Start of TASK INPUTS

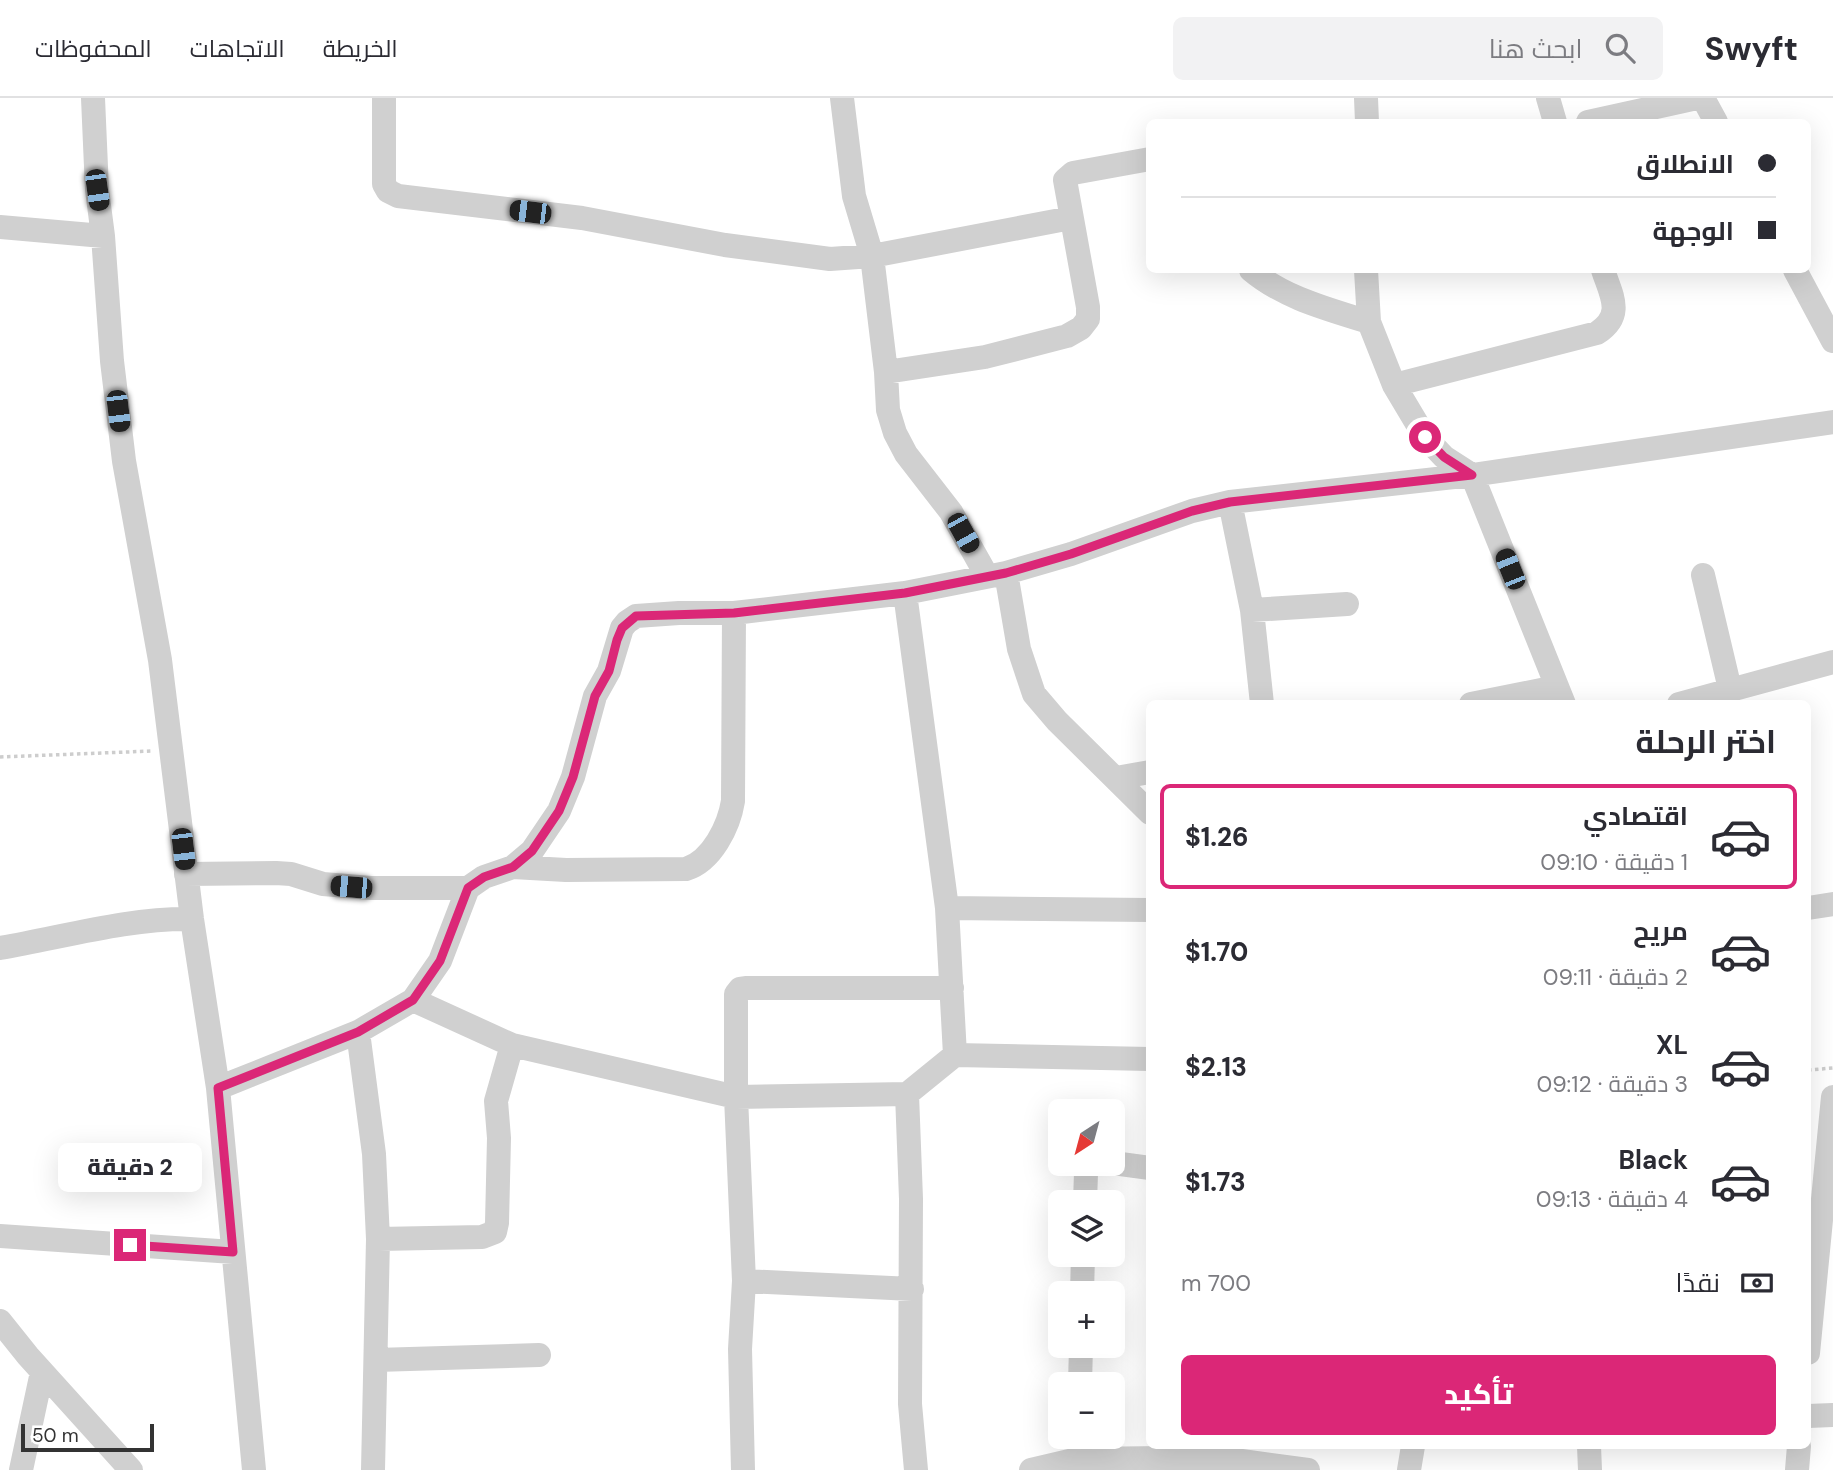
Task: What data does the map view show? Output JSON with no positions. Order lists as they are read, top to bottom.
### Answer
{
  "scale_bar": "50 m",
  "north": "bottom left",
  "page": {
    "header": "Swyft",
    "search": "ابحث هنا",
    "nav": ["الخريطة", "الاتجاهات", "المحفوظات"],
    "banner": ["الانطلاق", "الوجهة"],
    "heading": "اختر الرحلة",
    "list": [
      {
        "name": "اقتصادي",
        "note": "1 دقيقة · 09:10",
        "value": "$1.26"
      },
      {
        "name": "مريح",
        "note": "2 دقيقة · 09:11",
        "value": "$1.70"
      },
      {
        "name": "XL",
        "note": "3 دقيقة · 09:12",
        "value": "$2.13"
      },
      {
        "name": "Black",
        "note": "4 دقيقة · 09:13",
        "value": "$1.73"
      }
    ],
    "map_buttons": ["+", "−"],
    "bubble": "2 دقيقة",
    "pay": ["نقدًا", "700 m"],
    "buttons": "تأكيد",
    "scale": "50 m"
  }
}
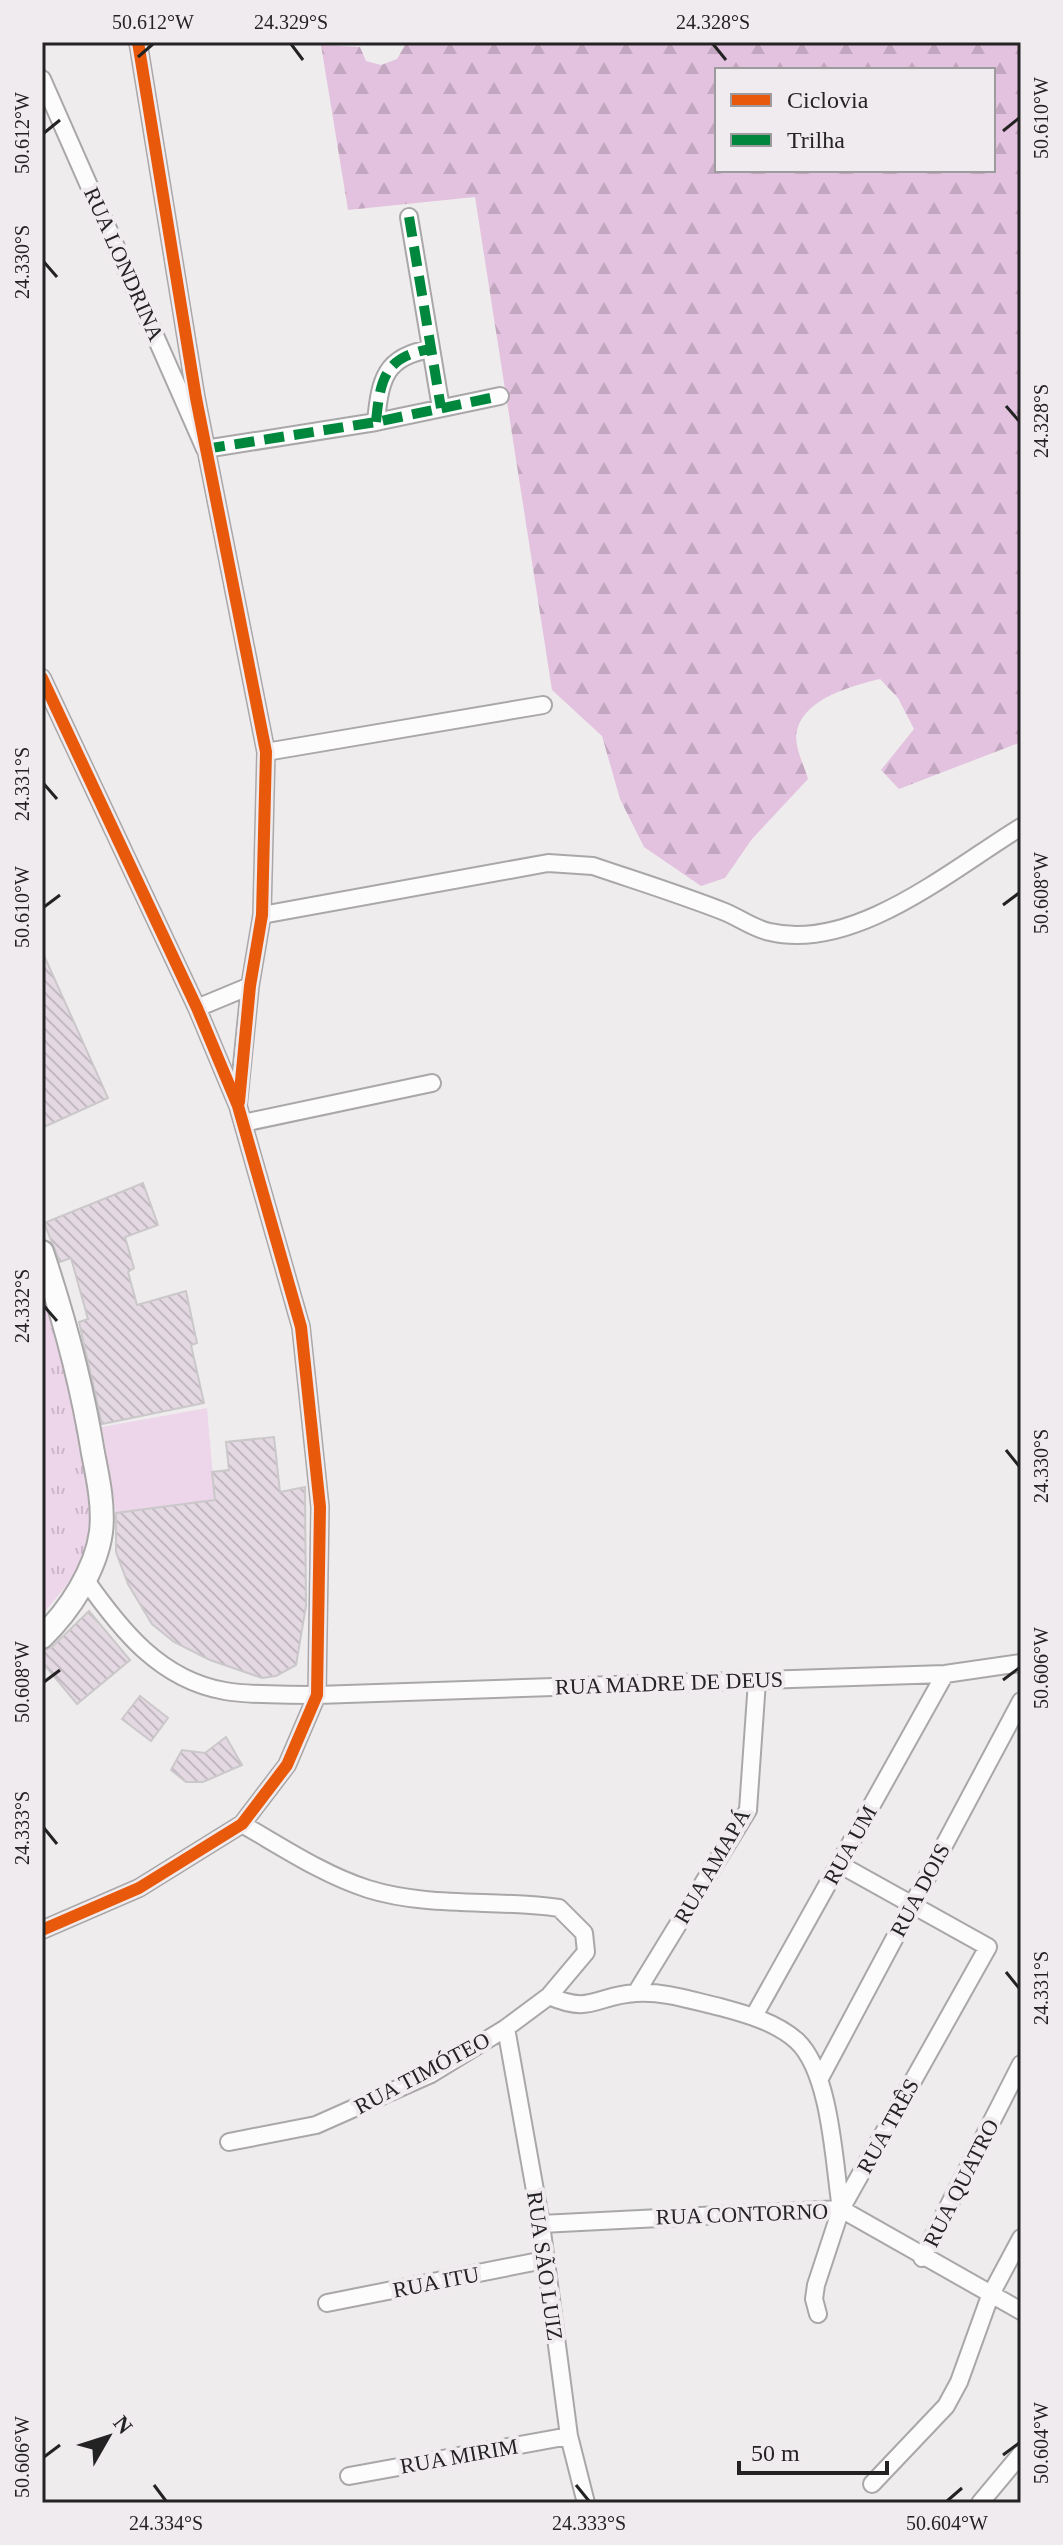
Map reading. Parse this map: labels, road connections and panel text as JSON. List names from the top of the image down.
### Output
{
  "streets": {
    "street": [
      "RUA LONDRINA",
      "RUA MADRE DE DEUS",
      "RUA UM",
      "RUA AMAPÁ",
      "RUA DOIS",
      "RUA TIMÓTEO",
      "RUA TRÊS",
      "RUA QUATRO",
      "RUA CONTORNO",
      "RUA SÃO LUIZ",
      "RUA ITU",
      "RUA MIRIM"
    ]
  },
  "crossings": [
    ["RUA MADRE DE DEUS", "RUA UM"],
    ["RUA MADRE DE DEUS", "RUA AMAPÁ"],
    ["RUA UM", "RUA CONTORNO"],
    ["RUA AMAPÁ", "RUA CONTORNO"],
    ["RUA DOIS", "RUA TRÊS"],
    ["RUA DOIS", "RUA CONTORNO"],
    ["RUA TIMÓTEO", "RUA CONTORNO"],
    ["RUA TIMÓTEO", "RUA SÃO LUIZ"],
    ["RUA TRÊS", "RUA CONTORNO"],
    ["RUA CONTORNO", "RUA SÃO LUIZ"],
    ["RUA SÃO LUIZ", "RUA ITU"],
    ["RUA SÃO LUIZ", "RUA MIRIM"]
  ],
  "legend": ["Ciclovia", "Trilha"],
  "scale_bar": "50 m",
  "north": "top right",
  "coordinates": [
    "50.612°W",
    "24.329°S",
    "24.328°S",
    "50.610°W",
    "24.330°S",
    "24.331°S",
    "50.608°W",
    "24.332°S",
    "50.606°W",
    "24.333°S",
    "50.604°W",
    "24.334°S"
  ]
}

End of TASK INPUTS

### PROBLEM STATEMENT
What the answer must hold: all the data above, given again exactly, without pictures.

### EXERCISE OUTPUT
Task: What data does the map view show? Output JSON with no positions. Order lists as they are read, top to bottom.
### Answer
{
  "scale_bar": "50 m",
  "north": "bottom left",
  "page": {
    "header": "Swyft",
    "search": "ابحث هنا",
    "nav": ["الخريطة", "الاتجاهات", "المحفوظات"],
    "banner": ["الانطلاق", "الوجهة"],
    "heading": "اختر الرحلة",
    "list": [
      {
        "name": "اقتصادي",
        "note": "1 دقيقة · 09:10",
        "value": "$1.26"
      },
      {
        "name": "مريح",
        "note": "2 دقيقة · 09:11",
        "value": "$1.70"
      },
      {
        "name": "XL",
        "note": "3 دقيقة · 09:12",
        "value": "$2.13"
      },
      {
        "name": "Black",
        "note": "4 دقيقة · 09:13",
        "value": "$1.73"
      }
    ],
    "map_buttons": ["+", "−"],
    "bubble": "2 دقيقة",
    "pay": ["نقدًا", "700 m"],
    "buttons": "تأكيد",
    "scale": "50 m"
  }
}
Map reading. Parse this map: labels, road connections and panel text as JSON. List names from the top of the image down.
### Output
{
  "streets": {
    "street": [
      "RUA LONDRINA",
      "RUA MADRE DE DEUS",
      "RUA UM",
      "RUA AMAPÁ",
      "RUA DOIS",
      "RUA TIMÓTEO",
      "RUA TRÊS",
      "RUA QUATRO",
      "RUA CONTORNO",
      "RUA SÃO LUIZ",
      "RUA ITU",
      "RUA MIRIM"
    ]
  },
  "crossings": [
    ["RUA MADRE DE DEUS", "RUA UM"],
    ["RUA MADRE DE DEUS", "RUA AMAPÁ"],
    ["RUA UM", "RUA CONTORNO"],
    ["RUA AMAPÁ", "RUA CONTORNO"],
    ["RUA DOIS", "RUA TRÊS"],
    ["RUA DOIS", "RUA CONTORNO"],
    ["RUA TIMÓTEO", "RUA CONTORNO"],
    ["RUA TIMÓTEO", "RUA SÃO LUIZ"],
    ["RUA TRÊS", "RUA CONTORNO"],
    ["RUA CONTORNO", "RUA SÃO LUIZ"],
    ["RUA SÃO LUIZ", "RUA ITU"],
    ["RUA SÃO LUIZ", "RUA MIRIM"]
  ],
  "legend": ["Ciclovia", "Trilha"],
  "scale_bar": "50 m",
  "north": "top right",
  "coordinates": [
    "50.612°W",
    "24.329°S",
    "24.328°S",
    "50.610°W",
    "24.330°S",
    "24.331°S",
    "50.608°W",
    "24.332°S",
    "50.606°W",
    "24.333°S",
    "50.604°W",
    "24.334°S"
  ]
}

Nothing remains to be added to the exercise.